Abstract

Evaluating the effects of management on successional trajectories, plant composition, and diversity has been difficult due to the scarcity of long-term studies. This study examined the composition and diversity of species in natural and artificially regenerated forests at two eruption sites of Mount Usu, northern Japan, during 2015–2019, to compare the effects of active and passive management. The two sites are Yosomi, damaged by the 1910 eruptions, and the summit, damaged by the 1977–78 eruptions. Various natural and artificial forests developed at both sites, whose species composition was analyzed by non-metric multidimensional scaling to measure similarity between the forest types, and whose diversity was compared by the true diversity index, showing the effective number of species, from order 0 (presence-absence) to order 2 (weighted species) for two layers: the canopy (woody species with DBH > 3 cm) and understorey (< 2 m high plants).
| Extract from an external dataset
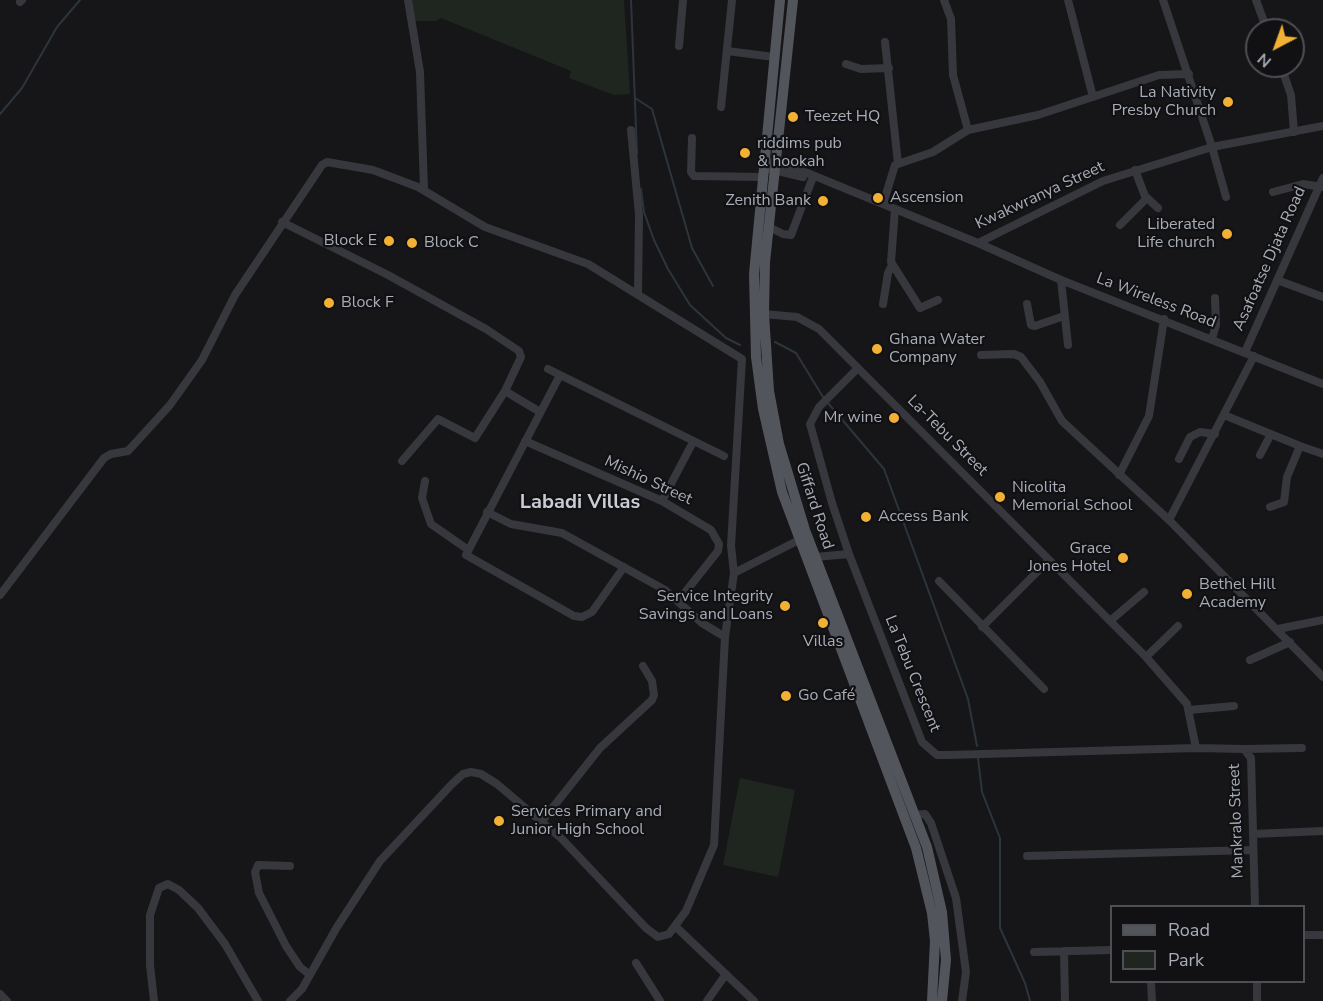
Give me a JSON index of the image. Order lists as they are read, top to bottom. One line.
{"streets":{"main road":["Giffard Road"],"street":["Kwakwranya Street","Asafoatse Djata Road","La Wireless Road","La-Tebu Street","Mishio Street","La Tebu Crescent","Mankralo Street"]},"crossings":[["Kwakwranya Street","La Wireless Road"],["Kwakwranya Street","Giffard Road"],["Asafoatse Djata Road","La Wireless Road"],["La-Tebu Street","Giffard Road"],["La-Tebu Street","La Tebu Crescent"],["La-Tebu Street","Mankralo Street"],["La Tebu Crescent","Mankralo Street"]],"districts":["Labadi Villas"],"places":["La Nativity Presby Church","Teezet HQ","riddims pub & hookah","Ascension","Zenith Bank","Liberated Life church","Block E","Block C","Block F","Ghana Water Company","Mr wine","Nicolita Memorial School","Access Bank","Grace Jones Hotel","Bethel Hill Academy","Service Integrity Savings and Loans","Villas","Go Café","Services Primary and Junior High School"],"legend":["Road","Park"],"north":"bottom left"}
Canopy diversity was measured by stem density in five 10 m × 10 m plots in each forest type, and understory diversity was measured by shoot density in four 1 m × 1 m quadrats in each plot. The canopy and understorey species compositions were distinct between the forest types, but the canopy was more affected by management than the understorey, indicating that early forest management had long-term effects on species composition. Species composition of the plantations resembled those of the natural forests when the plantations had patchy spatial structure. The naturally regenerated forests showed the highest diversities at both eruption sites, while the plantations displayed low diversities, except in one case, when the plantation showed heterogeneous forest structure. The plantations changed their species composition slowly and did not transform into natural forests. In conclusion, we suggest using a patchy plantation design with some space between patches instead of dense planting, to create resilient, diverse, and native forests after disturbances.